Assignment:
Please restate each entry that follows word for word.

+++ Exercise data +++

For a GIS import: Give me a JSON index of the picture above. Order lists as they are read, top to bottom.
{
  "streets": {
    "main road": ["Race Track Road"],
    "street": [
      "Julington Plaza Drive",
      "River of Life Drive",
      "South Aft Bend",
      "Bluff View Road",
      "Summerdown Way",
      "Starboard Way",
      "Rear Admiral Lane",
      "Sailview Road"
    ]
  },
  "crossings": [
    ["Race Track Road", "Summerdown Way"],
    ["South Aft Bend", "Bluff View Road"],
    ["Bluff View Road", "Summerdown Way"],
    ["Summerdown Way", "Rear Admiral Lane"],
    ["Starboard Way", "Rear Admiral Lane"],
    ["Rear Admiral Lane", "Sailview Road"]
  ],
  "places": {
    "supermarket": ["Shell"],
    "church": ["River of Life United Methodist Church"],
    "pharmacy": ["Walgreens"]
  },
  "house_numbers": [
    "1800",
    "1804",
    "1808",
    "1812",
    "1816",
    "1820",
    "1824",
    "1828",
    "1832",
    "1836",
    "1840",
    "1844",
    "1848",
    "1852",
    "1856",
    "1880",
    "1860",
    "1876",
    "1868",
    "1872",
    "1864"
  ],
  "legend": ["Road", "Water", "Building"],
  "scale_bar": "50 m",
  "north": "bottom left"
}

+++

Solution to this task:
For a GIS import: Give me a JSON index of the picture above. Order lists as they are read, top to bottom.
{
  "streets": {
    "main road": ["Race Track Road"],
    "street": [
      "Julington Plaza Drive",
      "River of Life Drive",
      "South Aft Bend",
      "Bluff View Road",
      "Summerdown Way",
      "Starboard Way",
      "Rear Admiral Lane",
      "Sailview Road"
    ]
  },
  "crossings": [
    ["Race Track Road", "Summerdown Way"],
    ["South Aft Bend", "Bluff View Road"],
    ["Bluff View Road", "Summerdown Way"],
    ["Summerdown Way", "Rear Admiral Lane"],
    ["Starboard Way", "Rear Admiral Lane"],
    ["Rear Admiral Lane", "Sailview Road"]
  ],
  "places": {
    "supermarket": ["Shell"],
    "church": ["River of Life United Methodist Church"],
    "pharmacy": ["Walgreens"]
  },
  "house_numbers": [
    "1800",
    "1804",
    "1808",
    "1812",
    "1816",
    "1820",
    "1824",
    "1828",
    "1832",
    "1836",
    "1840",
    "1844",
    "1848",
    "1852",
    "1856",
    "1880",
    "1860",
    "1876",
    "1868",
    "1872",
    "1864"
  ],
  "legend": ["Road", "Water", "Building"],
  "scale_bar": "50 m",
  "north": "bottom left"
}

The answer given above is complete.